━━━ Records provided
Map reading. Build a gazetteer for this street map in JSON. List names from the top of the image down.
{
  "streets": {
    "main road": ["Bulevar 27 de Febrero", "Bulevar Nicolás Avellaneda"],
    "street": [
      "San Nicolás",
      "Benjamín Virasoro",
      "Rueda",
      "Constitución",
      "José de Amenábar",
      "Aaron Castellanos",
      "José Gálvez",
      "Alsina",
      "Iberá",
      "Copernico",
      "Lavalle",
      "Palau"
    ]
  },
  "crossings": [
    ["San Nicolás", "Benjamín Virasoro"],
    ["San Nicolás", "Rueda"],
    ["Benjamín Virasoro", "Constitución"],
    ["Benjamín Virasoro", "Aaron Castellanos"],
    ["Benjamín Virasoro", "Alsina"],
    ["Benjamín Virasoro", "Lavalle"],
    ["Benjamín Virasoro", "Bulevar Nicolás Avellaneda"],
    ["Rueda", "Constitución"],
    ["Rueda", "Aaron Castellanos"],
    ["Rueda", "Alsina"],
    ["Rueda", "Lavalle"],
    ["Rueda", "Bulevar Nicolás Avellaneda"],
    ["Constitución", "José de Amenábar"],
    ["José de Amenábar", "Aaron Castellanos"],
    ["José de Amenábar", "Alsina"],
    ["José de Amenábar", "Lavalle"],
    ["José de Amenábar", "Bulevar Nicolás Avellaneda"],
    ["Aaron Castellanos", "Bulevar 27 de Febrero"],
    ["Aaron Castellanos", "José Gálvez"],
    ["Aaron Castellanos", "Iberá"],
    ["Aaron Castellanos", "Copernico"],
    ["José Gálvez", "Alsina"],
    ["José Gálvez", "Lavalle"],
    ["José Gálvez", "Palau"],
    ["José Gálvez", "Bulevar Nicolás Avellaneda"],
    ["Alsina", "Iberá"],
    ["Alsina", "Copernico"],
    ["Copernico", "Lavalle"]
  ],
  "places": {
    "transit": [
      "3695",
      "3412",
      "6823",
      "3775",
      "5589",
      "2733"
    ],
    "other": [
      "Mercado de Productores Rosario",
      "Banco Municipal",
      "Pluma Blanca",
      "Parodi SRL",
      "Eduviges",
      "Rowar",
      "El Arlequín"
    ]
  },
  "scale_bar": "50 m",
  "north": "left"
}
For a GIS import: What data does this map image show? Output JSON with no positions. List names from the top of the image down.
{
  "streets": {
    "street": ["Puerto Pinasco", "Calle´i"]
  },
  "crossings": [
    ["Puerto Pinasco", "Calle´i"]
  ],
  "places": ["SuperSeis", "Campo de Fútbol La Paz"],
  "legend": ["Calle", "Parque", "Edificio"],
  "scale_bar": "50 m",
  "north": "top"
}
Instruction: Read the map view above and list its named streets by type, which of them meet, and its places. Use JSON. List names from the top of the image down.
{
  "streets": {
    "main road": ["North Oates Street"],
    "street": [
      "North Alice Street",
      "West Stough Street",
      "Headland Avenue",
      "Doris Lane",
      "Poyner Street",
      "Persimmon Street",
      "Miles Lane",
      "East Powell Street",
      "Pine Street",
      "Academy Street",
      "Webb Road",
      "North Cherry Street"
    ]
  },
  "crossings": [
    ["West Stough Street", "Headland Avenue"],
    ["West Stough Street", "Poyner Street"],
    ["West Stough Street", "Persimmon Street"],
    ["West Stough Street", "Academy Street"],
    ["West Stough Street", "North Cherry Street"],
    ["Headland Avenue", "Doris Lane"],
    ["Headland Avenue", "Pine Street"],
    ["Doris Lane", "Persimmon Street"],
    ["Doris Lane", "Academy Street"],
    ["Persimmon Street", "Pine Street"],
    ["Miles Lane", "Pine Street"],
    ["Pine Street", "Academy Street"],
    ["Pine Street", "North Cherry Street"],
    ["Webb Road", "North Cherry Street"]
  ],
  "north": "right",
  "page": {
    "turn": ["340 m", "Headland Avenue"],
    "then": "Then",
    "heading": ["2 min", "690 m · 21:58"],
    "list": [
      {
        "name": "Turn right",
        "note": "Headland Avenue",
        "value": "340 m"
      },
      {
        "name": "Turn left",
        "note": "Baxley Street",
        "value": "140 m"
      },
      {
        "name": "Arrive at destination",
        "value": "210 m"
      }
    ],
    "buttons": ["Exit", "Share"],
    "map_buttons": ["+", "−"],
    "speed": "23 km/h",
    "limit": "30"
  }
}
━━━━━━
• What to do
Repeat the entries above verbatim.

• The completed task
Map reading. Build a gazetteer for this street map in JSON. List names from the top of the image down.
{
  "streets": {
    "main road": ["Bulevar 27 de Febrero", "Bulevar Nicolás Avellaneda"],
    "street": [
      "San Nicolás",
      "Benjamín Virasoro",
      "Rueda",
      "Constitución",
      "José de Amenábar",
      "Aaron Castellanos",
      "José Gálvez",
      "Alsina",
      "Iberá",
      "Copernico",
      "Lavalle",
      "Palau"
    ]
  },
  "crossings": [
    ["San Nicolás", "Benjamín Virasoro"],
    ["San Nicolás", "Rueda"],
    ["Benjamín Virasoro", "Constitución"],
    ["Benjamín Virasoro", "Aaron Castellanos"],
    ["Benjamín Virasoro", "Alsina"],
    ["Benjamín Virasoro", "Lavalle"],
    ["Benjamín Virasoro", "Bulevar Nicolás Avellaneda"],
    ["Rueda", "Constitución"],
    ["Rueda", "Aaron Castellanos"],
    ["Rueda", "Alsina"],
    ["Rueda", "Lavalle"],
    ["Rueda", "Bulevar Nicolás Avellaneda"],
    ["Constitución", "José de Amenábar"],
    ["José de Amenábar", "Aaron Castellanos"],
    ["José de Amenábar", "Alsina"],
    ["José de Amenábar", "Lavalle"],
    ["José de Amenábar", "Bulevar Nicolás Avellaneda"],
    ["Aaron Castellanos", "Bulevar 27 de Febrero"],
    ["Aaron Castellanos", "José Gálvez"],
    ["Aaron Castellanos", "Iberá"],
    ["Aaron Castellanos", "Copernico"],
    ["José Gálvez", "Alsina"],
    ["José Gálvez", "Lavalle"],
    ["José Gálvez", "Palau"],
    ["José Gálvez", "Bulevar Nicolás Avellaneda"],
    ["Alsina", "Iberá"],
    ["Alsina", "Copernico"],
    ["Copernico", "Lavalle"]
  ],
  "places": {
    "transit": [
      "3695",
      "3412",
      "6823",
      "3775",
      "5589",
      "2733"
    ],
    "other": [
      "Mercado de Productores Rosario",
      "Banco Municipal",
      "Pluma Blanca",
      "Parodi SRL",
      "Eduviges",
      "Rowar",
      "El Arlequín"
    ]
  },
  "scale_bar": "50 m",
  "north": "left"
}
For a GIS import: What data does this map image show? Output JSON with no positions. List names from the top of the image down.
{
  "streets": {
    "street": ["Puerto Pinasco", "Calle´i"]
  },
  "crossings": [
    ["Puerto Pinasco", "Calle´i"]
  ],
  "places": ["SuperSeis", "Campo de Fútbol La Paz"],
  "legend": ["Calle", "Parque", "Edificio"],
  "scale_bar": "50 m",
  "north": "top"
}
Instruction: Read the map view above and list its named streets by type, which of them meet, and its places. Use JSON. List names from the top of the image down.
{
  "streets": {
    "main road": ["North Oates Street"],
    "street": [
      "North Alice Street",
      "West Stough Street",
      "Headland Avenue",
      "Doris Lane",
      "Poyner Street",
      "Persimmon Street",
      "Miles Lane",
      "East Powell Street",
      "Pine Street",
      "Academy Street",
      "Webb Road",
      "North Cherry Street"
    ]
  },
  "crossings": [
    ["West Stough Street", "Headland Avenue"],
    ["West Stough Street", "Poyner Street"],
    ["West Stough Street", "Persimmon Street"],
    ["West Stough Street", "Academy Street"],
    ["West Stough Street", "North Cherry Street"],
    ["Headland Avenue", "Doris Lane"],
    ["Headland Avenue", "Pine Street"],
    ["Doris Lane", "Persimmon Street"],
    ["Doris Lane", "Academy Street"],
    ["Persimmon Street", "Pine Street"],
    ["Miles Lane", "Pine Street"],
    ["Pine Street", "Academy Street"],
    ["Pine Street", "North Cherry Street"],
    ["Webb Road", "North Cherry Street"]
  ],
  "north": "right",
  "page": {
    "turn": ["340 m", "Headland Avenue"],
    "then": "Then",
    "heading": ["2 min", "690 m · 21:58"],
    "list": [
      {
        "name": "Turn right",
        "note": "Headland Avenue",
        "value": "340 m"
      },
      {
        "name": "Turn left",
        "note": "Baxley Street",
        "value": "140 m"
      },
      {
        "name": "Arrive at destination",
        "value": "210 m"
      }
    ],
    "buttons": ["Exit", "Share"],
    "map_buttons": ["+", "−"],
    "speed": "23 km/h",
    "limit": "30"
  }
}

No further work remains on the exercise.